PROBLEM REQUIREMENTS: Extract all lines from the data beneath that include the word "Aztlán".

=== RECORDS FOR THE TASK ===

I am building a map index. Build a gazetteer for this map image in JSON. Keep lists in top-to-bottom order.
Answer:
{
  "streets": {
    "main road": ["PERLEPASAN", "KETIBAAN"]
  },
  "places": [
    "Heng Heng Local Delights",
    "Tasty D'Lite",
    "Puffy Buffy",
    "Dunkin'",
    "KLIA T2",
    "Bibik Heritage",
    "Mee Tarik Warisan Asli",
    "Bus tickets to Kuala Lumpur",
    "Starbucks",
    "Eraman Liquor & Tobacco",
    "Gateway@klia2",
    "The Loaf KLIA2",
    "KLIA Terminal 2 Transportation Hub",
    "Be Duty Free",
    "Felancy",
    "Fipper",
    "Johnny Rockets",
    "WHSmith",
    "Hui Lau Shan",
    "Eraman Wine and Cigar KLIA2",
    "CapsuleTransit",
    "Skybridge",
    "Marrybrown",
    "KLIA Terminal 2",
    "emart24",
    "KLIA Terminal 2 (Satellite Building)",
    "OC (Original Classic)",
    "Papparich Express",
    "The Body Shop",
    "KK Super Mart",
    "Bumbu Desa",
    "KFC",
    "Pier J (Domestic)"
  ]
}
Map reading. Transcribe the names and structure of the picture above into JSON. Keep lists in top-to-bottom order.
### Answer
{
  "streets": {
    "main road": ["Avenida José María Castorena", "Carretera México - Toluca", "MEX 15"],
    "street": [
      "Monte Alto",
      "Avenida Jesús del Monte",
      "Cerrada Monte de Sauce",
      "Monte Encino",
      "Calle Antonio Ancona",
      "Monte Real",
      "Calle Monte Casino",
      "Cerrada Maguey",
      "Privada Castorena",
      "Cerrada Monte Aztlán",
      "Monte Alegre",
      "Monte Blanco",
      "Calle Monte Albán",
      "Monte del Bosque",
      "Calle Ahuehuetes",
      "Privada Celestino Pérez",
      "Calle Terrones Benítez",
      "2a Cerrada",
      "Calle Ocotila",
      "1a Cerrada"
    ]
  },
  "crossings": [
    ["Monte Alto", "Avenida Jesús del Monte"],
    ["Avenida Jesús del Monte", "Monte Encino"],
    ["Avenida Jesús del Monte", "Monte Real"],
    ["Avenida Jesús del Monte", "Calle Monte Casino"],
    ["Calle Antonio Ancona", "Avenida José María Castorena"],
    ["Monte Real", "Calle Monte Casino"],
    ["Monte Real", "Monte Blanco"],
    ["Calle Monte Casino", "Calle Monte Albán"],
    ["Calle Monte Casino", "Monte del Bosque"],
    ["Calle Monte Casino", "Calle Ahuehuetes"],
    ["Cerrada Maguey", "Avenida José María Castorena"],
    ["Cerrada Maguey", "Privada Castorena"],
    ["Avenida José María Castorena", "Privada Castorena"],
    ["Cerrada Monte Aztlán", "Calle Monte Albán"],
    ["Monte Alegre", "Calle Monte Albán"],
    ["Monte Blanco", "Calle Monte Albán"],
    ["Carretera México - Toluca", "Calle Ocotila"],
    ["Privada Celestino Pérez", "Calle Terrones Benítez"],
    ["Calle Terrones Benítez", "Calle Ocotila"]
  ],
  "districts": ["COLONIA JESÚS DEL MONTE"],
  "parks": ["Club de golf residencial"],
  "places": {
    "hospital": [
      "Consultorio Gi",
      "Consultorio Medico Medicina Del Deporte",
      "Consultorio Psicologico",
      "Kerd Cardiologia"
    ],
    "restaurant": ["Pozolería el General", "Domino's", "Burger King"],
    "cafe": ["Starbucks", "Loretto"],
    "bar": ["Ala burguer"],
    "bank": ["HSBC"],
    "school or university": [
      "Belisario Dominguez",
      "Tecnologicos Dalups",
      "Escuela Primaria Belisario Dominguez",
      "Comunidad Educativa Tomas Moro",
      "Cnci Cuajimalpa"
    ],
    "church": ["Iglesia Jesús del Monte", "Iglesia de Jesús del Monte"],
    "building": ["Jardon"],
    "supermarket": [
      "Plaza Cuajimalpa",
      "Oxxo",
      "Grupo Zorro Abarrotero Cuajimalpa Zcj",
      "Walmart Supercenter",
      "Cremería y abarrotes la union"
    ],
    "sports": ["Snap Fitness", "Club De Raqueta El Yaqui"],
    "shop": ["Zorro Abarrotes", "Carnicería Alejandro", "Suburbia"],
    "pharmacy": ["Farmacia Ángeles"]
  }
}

===

REPLY:
      "Cerrada Monte Aztlán",
    ["Cerrada Monte Aztlán", "Calle Monte Albán"],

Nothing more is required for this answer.